That’s the name of a place in Wales. Truly. My Auntie Mavis knew how to say it. I don’t. Do you? (The videos down the page might help).
So how is it that a Welsh village acquired such a name? Well, today if you address an envelope to a resident and don’t want to write the whole thing (it would run off the right-hand side of most envelopes anyway) you’ll find that it’s commonly abbreviated to Llanfairpwllgwyngyll.
Another abbreviation (probably the best one to use if you’re tweeting) is Llanfair PG.
The whole word means, and breaks down thus:
Parish [church] of [St.] Mary (Llanfair) [in] Hollow (pwll) of the White Hazel [township] (gwyn gyll) near (go ger) the rapid whirlpool (y chwyrn drobwll) [and] the parish [church] of [St.] Tysilio (Llantysilio) with a red cave ([a]g ogo[f] goch).
Actually, the full, long name is a result of a bright Victorian advertising stunt.

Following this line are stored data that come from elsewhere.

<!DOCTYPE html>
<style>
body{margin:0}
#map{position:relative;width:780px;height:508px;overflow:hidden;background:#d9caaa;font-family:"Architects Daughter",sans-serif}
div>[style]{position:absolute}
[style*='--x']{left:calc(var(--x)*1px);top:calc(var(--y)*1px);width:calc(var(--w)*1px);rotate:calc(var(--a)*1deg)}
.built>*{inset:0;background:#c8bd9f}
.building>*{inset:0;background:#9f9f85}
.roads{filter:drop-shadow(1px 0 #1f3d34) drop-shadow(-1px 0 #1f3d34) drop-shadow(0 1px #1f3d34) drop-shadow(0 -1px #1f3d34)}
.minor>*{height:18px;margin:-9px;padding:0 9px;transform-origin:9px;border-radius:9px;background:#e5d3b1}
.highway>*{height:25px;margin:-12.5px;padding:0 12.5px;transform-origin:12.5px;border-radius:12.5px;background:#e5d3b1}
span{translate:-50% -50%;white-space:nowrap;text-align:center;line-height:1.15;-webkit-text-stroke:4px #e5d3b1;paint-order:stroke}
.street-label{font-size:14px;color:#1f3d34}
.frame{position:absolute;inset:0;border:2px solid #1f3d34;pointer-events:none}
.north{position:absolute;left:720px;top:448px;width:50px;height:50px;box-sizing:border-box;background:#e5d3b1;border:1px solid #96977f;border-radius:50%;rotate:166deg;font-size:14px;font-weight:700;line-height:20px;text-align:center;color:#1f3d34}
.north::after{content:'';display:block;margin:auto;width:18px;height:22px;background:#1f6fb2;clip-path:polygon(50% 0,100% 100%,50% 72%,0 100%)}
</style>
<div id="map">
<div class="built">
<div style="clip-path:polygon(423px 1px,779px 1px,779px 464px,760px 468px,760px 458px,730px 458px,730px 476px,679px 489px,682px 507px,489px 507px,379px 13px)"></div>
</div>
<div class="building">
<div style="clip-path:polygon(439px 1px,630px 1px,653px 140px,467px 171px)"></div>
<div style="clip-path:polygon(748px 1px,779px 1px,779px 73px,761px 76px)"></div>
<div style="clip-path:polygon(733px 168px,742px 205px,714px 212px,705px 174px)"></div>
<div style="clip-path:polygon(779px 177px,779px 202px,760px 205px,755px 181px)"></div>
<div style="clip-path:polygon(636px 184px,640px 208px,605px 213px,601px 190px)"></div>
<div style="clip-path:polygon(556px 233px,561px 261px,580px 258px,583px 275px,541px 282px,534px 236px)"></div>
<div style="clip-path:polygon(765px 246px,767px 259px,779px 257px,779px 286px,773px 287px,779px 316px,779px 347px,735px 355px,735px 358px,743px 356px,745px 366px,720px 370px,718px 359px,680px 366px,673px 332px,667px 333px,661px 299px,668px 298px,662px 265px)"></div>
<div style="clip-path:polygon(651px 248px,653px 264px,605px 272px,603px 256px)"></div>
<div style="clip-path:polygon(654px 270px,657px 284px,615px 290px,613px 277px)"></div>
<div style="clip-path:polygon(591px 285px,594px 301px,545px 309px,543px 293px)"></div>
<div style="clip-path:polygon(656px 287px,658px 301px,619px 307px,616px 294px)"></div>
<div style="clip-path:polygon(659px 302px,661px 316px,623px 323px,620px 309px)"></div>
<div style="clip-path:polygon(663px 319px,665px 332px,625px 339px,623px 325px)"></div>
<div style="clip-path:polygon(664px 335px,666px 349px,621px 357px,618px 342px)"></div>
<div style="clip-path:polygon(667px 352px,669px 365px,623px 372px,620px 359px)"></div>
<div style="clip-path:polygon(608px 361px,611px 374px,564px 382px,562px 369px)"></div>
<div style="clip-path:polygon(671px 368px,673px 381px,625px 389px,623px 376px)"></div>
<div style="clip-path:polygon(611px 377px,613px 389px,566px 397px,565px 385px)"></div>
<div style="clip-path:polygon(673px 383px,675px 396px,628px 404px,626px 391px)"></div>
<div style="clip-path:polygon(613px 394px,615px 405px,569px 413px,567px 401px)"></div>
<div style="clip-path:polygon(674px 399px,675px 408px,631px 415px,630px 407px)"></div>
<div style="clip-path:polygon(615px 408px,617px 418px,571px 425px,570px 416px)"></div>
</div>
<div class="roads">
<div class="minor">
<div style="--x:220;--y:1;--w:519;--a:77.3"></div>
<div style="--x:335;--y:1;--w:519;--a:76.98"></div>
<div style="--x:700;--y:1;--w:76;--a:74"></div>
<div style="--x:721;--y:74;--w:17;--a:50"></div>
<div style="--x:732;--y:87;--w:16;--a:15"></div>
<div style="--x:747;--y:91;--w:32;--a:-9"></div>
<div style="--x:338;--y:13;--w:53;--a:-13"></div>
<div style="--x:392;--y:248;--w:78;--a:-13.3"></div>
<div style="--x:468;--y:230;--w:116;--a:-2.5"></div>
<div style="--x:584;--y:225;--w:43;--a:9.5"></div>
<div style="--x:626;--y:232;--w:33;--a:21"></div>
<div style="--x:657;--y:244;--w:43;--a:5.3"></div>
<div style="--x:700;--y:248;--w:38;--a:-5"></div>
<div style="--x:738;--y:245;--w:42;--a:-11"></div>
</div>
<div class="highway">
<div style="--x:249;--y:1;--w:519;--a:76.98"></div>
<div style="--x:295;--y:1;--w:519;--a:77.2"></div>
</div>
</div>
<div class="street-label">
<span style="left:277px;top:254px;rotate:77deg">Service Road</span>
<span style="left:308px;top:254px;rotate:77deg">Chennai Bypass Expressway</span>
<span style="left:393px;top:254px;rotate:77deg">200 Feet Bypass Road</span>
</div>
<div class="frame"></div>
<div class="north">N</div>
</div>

Wales has long been a place that has attracted tourists – mainly because of its stunning scenery and extensive coastal areas. Plus, of course, its history.
But the name was extended by an unknown resident in 1860 in order to create interest and get attention from the media. I suppose the fact that the village has been called Llanfairpwllgwyngyllgogerychwyrndrobwllllantysiliogogogoch since those days give it a good provenance and a history of its own.